Work instructions: Scan the data below for the string "halo". Show every line where it turns up.

Saved entries
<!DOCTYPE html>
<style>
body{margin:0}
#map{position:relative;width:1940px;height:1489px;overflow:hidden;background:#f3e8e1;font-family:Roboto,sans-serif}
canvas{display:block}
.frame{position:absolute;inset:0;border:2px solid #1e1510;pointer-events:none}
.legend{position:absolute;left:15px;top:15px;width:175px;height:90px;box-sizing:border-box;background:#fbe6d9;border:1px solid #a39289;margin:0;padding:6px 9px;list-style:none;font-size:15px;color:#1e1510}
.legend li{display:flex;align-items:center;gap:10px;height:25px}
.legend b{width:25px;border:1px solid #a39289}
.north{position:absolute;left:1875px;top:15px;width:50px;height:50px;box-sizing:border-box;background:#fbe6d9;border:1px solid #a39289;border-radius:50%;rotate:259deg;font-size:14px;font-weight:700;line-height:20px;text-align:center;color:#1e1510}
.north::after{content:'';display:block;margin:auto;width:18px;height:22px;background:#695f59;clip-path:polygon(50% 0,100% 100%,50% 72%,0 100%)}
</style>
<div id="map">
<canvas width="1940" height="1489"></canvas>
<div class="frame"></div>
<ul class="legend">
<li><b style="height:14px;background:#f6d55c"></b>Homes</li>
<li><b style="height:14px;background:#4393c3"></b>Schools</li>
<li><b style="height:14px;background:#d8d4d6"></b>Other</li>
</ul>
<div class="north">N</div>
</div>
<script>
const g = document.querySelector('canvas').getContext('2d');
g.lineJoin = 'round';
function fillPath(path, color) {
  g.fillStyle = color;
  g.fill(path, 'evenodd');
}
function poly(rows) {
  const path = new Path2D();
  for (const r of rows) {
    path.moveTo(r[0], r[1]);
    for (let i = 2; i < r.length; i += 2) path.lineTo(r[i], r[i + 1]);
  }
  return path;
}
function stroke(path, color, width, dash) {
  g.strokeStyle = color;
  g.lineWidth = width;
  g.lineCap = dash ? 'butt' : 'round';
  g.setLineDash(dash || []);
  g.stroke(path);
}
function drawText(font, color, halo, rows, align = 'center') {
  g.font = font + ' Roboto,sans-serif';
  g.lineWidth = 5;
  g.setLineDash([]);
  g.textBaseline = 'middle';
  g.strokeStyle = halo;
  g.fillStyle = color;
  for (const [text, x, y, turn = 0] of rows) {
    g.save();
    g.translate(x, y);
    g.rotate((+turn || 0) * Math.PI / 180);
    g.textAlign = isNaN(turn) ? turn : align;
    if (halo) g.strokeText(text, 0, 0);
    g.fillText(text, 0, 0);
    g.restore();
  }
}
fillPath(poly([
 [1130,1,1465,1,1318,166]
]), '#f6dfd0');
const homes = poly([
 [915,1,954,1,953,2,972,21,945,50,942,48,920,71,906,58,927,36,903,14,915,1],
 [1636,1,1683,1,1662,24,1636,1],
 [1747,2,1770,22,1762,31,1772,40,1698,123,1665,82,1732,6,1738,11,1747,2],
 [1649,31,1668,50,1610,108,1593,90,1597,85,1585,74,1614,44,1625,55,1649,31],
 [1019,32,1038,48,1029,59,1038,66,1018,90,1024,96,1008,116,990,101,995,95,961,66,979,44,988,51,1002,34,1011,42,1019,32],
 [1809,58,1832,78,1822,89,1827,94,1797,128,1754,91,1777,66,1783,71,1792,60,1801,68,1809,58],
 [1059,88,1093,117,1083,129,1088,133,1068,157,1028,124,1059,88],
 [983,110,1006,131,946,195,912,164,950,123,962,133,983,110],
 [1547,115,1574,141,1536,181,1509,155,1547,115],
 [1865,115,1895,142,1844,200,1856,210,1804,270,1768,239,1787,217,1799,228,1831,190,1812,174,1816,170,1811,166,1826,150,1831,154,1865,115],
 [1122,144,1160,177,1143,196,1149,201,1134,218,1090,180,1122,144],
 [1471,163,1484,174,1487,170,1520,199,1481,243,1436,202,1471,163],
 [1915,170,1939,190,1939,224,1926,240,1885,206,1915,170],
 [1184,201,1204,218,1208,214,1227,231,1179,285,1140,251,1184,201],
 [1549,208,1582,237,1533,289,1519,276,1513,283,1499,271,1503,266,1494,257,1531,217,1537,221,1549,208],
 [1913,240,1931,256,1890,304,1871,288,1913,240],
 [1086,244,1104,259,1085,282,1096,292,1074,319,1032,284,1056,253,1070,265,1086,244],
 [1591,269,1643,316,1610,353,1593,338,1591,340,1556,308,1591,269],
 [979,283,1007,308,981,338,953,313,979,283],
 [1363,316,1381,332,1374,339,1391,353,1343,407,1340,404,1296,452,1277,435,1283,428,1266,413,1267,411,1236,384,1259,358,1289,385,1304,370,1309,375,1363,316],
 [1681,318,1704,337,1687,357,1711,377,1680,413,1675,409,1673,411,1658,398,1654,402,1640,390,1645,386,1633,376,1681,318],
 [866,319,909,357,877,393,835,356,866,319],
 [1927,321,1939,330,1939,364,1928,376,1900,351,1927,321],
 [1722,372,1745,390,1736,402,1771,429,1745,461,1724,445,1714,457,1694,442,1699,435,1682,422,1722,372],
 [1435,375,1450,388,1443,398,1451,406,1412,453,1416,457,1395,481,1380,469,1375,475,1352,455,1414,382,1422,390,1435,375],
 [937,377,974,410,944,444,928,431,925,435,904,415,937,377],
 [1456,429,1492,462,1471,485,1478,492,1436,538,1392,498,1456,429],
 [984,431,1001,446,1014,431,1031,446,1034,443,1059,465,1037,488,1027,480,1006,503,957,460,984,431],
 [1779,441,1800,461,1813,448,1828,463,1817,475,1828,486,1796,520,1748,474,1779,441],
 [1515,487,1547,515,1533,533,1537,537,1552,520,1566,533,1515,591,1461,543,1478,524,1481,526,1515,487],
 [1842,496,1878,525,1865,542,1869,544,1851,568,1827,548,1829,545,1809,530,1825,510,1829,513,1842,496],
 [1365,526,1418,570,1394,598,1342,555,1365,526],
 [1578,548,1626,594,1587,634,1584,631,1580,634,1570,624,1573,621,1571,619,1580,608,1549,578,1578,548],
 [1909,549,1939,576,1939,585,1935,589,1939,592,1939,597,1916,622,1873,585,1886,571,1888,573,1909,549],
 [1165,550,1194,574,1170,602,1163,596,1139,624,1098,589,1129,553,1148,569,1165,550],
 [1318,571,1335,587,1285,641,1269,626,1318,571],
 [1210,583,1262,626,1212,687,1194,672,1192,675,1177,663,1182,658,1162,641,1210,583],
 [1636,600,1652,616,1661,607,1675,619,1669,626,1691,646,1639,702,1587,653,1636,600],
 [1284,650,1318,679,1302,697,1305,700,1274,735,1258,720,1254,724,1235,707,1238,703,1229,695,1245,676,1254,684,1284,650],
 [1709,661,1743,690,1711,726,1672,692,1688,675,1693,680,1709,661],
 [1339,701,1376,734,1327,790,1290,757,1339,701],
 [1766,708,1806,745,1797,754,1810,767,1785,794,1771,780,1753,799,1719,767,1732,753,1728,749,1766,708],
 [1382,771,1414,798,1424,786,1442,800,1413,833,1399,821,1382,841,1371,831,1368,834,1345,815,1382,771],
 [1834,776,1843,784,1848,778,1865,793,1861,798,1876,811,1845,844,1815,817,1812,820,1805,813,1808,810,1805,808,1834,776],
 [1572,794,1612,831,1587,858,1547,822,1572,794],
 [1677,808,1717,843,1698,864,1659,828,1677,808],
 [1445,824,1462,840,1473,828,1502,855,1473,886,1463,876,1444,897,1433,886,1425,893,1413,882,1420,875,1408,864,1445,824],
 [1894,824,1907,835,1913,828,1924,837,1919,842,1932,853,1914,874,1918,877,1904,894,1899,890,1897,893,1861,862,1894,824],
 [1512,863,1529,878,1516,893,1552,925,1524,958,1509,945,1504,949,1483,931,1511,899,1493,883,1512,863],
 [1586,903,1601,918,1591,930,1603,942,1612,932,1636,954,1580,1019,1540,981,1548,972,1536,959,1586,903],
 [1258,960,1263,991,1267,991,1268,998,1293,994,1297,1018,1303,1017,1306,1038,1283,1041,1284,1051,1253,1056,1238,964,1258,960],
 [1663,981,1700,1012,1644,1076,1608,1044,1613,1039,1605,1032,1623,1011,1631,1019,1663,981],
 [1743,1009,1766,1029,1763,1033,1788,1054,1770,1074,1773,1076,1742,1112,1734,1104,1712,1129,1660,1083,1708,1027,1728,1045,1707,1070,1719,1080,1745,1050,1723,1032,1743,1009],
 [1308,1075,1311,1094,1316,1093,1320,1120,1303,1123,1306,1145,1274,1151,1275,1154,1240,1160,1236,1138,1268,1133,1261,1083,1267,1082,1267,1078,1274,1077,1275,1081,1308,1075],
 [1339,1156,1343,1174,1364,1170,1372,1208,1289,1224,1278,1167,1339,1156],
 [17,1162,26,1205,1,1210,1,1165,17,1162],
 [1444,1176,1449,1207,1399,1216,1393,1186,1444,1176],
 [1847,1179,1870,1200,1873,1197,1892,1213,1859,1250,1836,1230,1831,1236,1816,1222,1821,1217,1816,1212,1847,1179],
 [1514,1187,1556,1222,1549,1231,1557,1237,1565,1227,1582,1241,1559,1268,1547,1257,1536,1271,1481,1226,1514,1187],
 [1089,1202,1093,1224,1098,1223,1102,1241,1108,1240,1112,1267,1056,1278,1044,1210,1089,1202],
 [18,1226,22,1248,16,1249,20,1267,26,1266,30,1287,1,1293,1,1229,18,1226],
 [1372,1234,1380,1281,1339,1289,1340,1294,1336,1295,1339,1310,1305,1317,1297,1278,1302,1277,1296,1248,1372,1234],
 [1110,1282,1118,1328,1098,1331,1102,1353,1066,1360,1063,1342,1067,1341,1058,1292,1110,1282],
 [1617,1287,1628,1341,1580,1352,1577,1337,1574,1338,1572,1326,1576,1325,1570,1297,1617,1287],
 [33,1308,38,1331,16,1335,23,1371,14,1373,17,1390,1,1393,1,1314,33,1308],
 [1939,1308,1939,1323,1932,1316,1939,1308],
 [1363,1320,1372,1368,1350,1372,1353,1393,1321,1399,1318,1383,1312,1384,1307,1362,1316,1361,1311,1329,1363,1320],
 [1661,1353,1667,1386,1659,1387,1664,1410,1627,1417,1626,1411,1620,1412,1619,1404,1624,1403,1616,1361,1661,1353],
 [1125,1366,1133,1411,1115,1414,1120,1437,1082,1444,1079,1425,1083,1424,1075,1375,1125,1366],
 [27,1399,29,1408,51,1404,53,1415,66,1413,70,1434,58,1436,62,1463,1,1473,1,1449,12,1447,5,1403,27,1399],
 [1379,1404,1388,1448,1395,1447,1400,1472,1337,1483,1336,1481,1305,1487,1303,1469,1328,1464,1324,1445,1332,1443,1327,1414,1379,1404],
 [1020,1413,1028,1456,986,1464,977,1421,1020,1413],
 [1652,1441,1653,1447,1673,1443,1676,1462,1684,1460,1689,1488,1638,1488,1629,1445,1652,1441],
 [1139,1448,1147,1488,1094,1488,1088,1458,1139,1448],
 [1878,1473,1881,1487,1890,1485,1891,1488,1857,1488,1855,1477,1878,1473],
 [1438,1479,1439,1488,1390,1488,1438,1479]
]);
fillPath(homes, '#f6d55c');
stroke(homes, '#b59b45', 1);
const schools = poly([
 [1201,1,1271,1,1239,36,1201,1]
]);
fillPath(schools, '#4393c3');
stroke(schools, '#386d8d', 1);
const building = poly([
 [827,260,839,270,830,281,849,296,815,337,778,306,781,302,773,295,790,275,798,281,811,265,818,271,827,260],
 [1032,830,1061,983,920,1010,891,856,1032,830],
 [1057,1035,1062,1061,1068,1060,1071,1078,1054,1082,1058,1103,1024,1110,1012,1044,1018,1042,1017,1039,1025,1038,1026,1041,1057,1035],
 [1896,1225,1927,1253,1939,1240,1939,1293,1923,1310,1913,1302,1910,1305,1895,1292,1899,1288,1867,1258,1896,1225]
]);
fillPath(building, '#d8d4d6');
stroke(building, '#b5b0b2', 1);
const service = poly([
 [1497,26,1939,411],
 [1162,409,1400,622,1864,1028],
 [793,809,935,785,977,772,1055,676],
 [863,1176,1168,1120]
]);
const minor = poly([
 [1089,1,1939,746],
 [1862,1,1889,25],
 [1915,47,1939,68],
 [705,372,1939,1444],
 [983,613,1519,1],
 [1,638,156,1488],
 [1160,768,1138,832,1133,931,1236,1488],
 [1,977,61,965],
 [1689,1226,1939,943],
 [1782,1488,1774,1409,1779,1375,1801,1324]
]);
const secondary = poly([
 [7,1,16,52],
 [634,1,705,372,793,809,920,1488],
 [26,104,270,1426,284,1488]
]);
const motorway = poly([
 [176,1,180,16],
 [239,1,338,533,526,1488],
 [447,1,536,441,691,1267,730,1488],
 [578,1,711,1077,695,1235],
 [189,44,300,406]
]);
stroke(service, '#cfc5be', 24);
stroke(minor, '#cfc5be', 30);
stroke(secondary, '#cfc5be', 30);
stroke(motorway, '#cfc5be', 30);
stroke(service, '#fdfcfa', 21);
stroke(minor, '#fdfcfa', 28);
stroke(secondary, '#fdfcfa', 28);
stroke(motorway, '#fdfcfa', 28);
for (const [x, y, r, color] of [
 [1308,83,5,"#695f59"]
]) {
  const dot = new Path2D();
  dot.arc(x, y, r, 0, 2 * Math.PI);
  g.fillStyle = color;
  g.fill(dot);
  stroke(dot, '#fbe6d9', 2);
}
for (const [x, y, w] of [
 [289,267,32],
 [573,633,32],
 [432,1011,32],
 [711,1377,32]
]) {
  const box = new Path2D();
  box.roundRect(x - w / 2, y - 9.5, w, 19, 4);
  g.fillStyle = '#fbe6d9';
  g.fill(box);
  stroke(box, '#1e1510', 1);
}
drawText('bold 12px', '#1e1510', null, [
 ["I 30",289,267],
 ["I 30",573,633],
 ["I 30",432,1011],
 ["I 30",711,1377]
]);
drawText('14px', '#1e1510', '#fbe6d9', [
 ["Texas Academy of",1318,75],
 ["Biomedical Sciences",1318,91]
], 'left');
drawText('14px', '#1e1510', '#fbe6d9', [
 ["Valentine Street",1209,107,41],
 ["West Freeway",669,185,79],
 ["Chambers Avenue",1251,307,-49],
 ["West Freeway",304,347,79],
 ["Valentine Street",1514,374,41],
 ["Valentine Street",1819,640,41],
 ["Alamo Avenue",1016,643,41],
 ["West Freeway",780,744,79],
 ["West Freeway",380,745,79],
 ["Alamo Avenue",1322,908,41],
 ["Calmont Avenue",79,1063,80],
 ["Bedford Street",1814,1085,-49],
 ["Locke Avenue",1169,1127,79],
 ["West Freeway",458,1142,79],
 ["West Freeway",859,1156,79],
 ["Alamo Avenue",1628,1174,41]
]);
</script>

Answer below:
function drawText(font, color, halo, rows, align = 'center') {
  g.strokeStyle = halo;
    if (halo) g.strokeText(text, 0, 0);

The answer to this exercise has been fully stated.